DATASET:
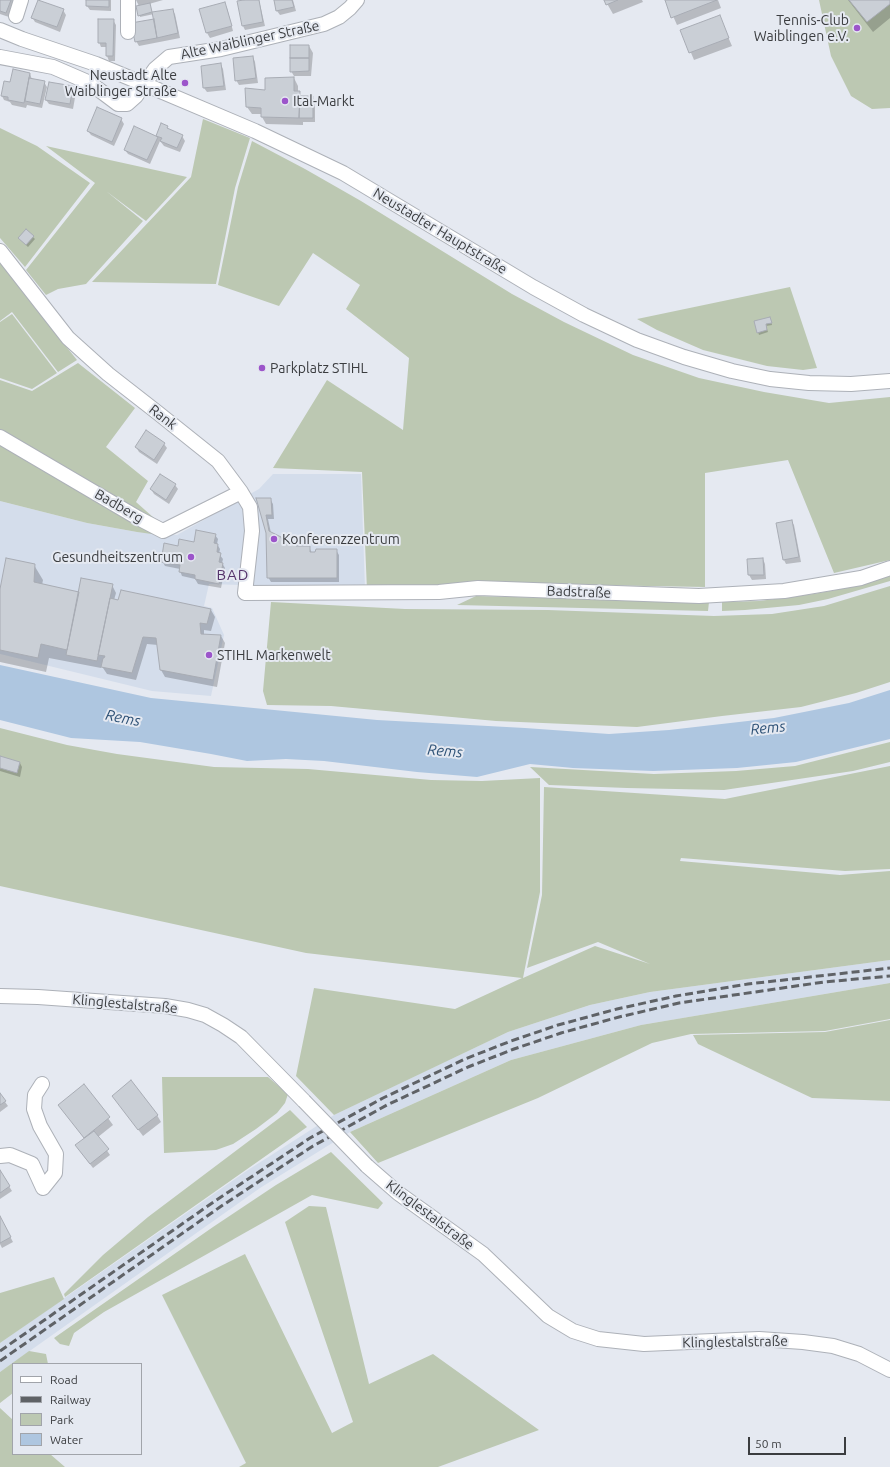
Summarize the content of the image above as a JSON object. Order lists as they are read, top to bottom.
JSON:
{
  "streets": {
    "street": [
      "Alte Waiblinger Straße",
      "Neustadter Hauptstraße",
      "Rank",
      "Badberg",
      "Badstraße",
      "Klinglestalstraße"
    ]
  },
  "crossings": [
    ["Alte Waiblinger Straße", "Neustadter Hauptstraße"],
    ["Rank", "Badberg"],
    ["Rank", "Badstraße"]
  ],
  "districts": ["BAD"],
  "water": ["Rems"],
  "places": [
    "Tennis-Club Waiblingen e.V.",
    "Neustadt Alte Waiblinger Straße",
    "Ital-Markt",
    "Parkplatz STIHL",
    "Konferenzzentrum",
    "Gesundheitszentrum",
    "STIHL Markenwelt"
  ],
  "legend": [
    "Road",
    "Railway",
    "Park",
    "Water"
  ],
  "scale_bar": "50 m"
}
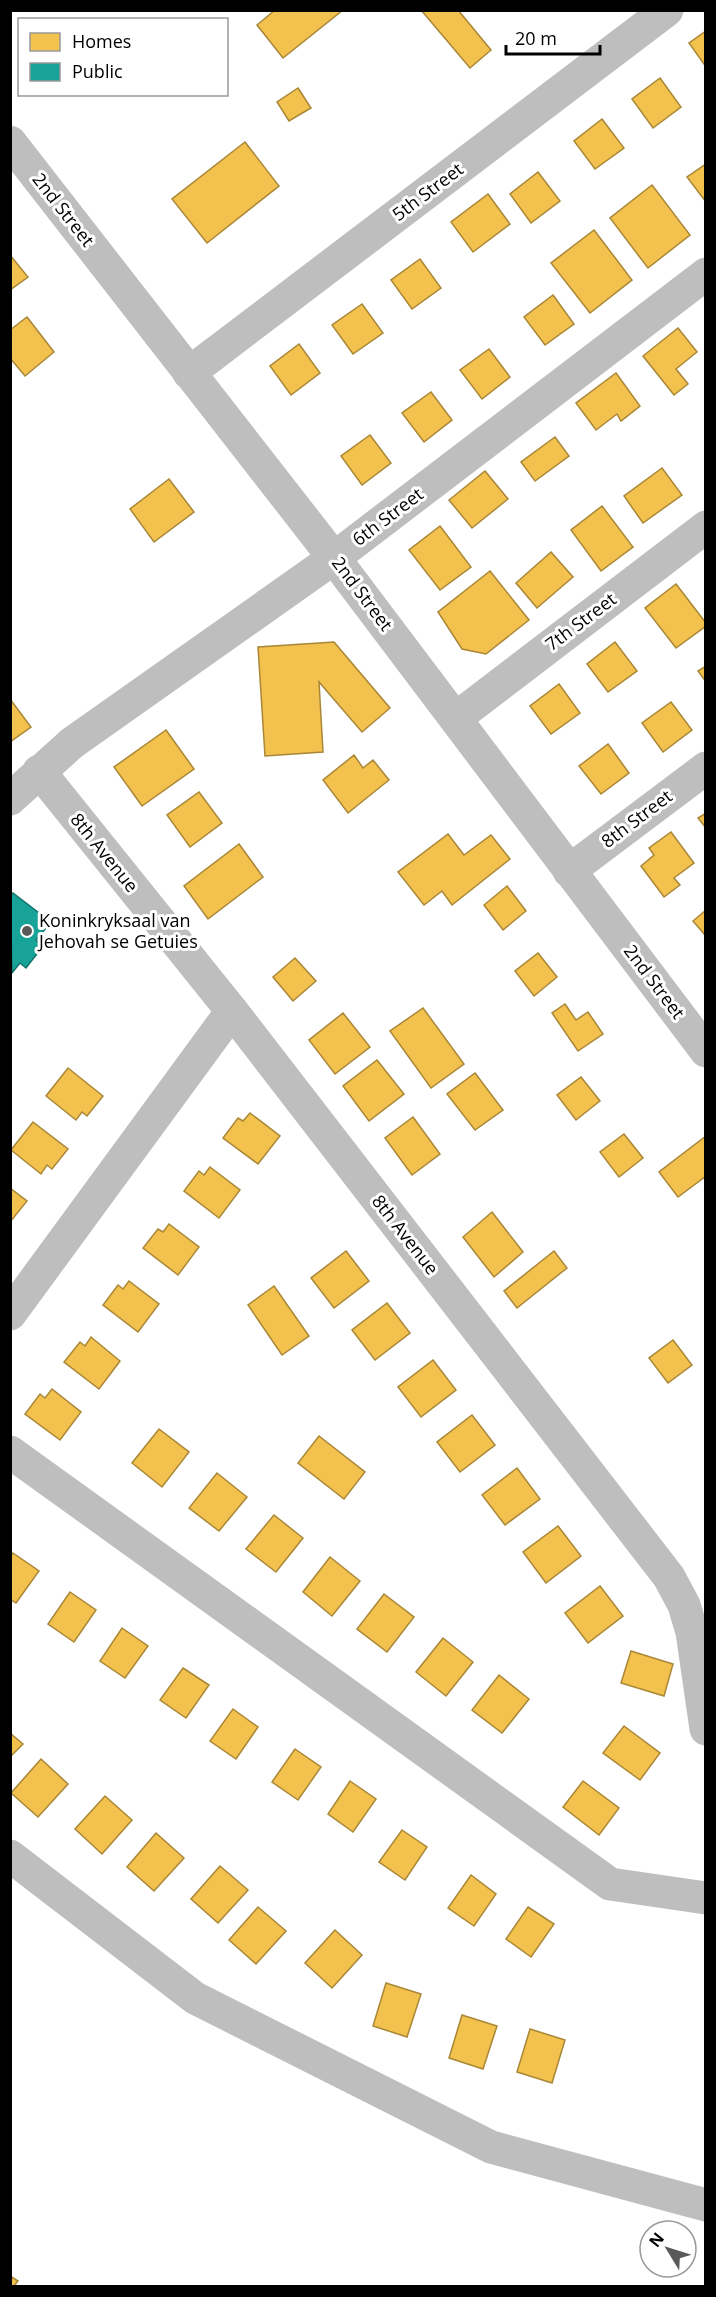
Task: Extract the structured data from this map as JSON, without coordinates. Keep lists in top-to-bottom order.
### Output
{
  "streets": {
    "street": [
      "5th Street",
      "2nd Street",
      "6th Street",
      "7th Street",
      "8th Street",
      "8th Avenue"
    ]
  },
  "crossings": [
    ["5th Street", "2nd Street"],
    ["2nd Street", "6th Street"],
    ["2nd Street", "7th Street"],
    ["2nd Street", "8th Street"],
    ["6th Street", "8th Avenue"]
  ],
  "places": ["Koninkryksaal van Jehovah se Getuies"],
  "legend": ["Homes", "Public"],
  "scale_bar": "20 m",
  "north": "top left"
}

EXERCISE DIRECTIONS: Within the listing above, how many lines hold the string "bottom"? Answer with the number only.

SOLUTION TO THE PROBLEM: 2